| Your objective |
Find every line below with the string "absolute" and pick it out.

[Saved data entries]
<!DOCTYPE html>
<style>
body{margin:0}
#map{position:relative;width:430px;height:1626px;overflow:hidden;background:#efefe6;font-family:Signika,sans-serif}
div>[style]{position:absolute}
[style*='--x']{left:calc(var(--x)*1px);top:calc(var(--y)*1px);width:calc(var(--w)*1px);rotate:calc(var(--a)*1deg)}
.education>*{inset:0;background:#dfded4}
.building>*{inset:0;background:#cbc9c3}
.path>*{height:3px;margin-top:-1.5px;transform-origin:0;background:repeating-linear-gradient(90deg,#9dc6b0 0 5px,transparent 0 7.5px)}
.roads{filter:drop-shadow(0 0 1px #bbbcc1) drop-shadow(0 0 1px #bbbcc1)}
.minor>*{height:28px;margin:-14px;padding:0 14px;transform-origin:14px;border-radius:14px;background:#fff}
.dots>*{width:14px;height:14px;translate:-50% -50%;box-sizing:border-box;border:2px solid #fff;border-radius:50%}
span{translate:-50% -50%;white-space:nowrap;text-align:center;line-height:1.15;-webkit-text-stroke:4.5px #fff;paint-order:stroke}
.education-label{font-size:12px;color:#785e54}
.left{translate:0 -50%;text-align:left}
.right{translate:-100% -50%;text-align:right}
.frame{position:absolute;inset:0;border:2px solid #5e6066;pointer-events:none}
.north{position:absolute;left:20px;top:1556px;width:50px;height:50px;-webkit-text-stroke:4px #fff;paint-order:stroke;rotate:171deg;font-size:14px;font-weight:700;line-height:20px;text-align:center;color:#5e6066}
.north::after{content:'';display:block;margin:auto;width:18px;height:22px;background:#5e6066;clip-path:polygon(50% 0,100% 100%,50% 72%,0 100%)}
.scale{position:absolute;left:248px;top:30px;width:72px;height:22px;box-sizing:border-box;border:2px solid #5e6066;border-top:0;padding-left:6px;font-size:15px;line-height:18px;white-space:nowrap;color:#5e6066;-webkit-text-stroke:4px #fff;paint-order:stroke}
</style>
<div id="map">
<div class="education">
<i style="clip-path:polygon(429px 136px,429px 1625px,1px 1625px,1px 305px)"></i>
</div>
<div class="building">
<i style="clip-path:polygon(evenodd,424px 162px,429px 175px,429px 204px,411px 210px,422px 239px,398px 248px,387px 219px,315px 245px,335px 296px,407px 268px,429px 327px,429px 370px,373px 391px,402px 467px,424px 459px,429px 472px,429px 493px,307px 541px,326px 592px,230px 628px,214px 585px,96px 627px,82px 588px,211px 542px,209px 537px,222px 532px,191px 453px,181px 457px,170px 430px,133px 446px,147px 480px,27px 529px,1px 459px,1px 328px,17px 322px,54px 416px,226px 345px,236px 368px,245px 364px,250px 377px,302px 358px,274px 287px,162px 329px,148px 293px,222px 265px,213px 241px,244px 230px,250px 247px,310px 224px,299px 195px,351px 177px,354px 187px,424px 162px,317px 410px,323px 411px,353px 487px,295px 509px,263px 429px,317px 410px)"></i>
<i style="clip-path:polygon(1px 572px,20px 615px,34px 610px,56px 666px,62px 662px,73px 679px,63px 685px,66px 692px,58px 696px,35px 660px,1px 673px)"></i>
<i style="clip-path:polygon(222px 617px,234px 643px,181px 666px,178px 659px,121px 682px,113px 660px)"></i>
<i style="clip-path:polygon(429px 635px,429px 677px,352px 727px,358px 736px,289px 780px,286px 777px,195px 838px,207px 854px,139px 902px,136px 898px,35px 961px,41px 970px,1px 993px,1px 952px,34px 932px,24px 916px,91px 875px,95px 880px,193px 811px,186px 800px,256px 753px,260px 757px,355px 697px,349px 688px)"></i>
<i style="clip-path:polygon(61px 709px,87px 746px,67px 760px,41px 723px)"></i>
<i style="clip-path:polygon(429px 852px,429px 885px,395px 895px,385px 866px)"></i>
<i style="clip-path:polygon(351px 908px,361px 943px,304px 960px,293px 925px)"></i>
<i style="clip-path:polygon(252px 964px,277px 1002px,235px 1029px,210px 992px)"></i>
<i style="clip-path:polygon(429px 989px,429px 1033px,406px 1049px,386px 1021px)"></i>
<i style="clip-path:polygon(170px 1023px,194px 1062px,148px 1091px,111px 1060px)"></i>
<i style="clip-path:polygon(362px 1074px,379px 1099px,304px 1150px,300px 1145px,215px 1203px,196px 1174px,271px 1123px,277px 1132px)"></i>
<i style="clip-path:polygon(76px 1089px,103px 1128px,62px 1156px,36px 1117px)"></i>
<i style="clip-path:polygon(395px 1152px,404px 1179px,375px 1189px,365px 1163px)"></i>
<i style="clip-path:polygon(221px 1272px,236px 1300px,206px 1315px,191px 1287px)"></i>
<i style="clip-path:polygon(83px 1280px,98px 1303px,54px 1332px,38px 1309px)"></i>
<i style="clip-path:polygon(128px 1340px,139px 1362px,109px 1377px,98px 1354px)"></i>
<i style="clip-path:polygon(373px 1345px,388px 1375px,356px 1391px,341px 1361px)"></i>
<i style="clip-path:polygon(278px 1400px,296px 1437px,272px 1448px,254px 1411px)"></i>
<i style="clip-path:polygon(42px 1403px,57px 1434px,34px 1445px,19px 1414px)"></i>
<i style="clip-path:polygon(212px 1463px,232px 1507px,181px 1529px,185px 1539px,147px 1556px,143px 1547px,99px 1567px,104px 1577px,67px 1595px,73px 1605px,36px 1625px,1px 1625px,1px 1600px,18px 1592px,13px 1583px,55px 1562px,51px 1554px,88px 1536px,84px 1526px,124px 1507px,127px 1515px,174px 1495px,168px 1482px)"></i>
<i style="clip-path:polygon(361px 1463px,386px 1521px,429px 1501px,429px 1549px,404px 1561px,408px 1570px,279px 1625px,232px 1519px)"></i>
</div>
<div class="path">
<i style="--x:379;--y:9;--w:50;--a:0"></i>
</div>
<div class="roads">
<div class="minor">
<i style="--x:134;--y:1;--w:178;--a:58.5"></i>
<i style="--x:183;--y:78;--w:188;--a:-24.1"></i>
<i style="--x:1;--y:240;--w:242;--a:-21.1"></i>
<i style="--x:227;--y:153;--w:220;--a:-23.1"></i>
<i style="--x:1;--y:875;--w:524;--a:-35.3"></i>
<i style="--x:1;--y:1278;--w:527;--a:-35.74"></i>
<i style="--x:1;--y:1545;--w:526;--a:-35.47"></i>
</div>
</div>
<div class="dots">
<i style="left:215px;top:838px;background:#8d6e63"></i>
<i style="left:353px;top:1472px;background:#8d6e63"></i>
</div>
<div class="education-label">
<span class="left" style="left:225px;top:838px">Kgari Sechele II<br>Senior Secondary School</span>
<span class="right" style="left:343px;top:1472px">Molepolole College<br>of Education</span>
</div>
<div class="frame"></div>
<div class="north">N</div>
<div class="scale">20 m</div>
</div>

| Task solution |
div>[style]{position:absolute}
.frame{position:absolute;inset:0;border:2px solid #5e6066;pointer-events:none}
.north{position:absolute;left:20px;top:1556px;width:50px;height:50px;-webkit-text-stroke:4px #fff;paint-order:stroke;rotate:171deg;font-size:14px;font-weight:700;line-height:20px;text-align:center;color:#5e6066}
.scale{position:absolute;left:248px;top:30px;width:72px;height:22px;box-sizing:border-box;border:2px solid #5e6066;border-top:0;padding-left:6px;font-size:15px;line-height:18px;white-space:nowrap;color:#5e6066;-webkit-text-stroke:4px #fff;paint-order:stroke}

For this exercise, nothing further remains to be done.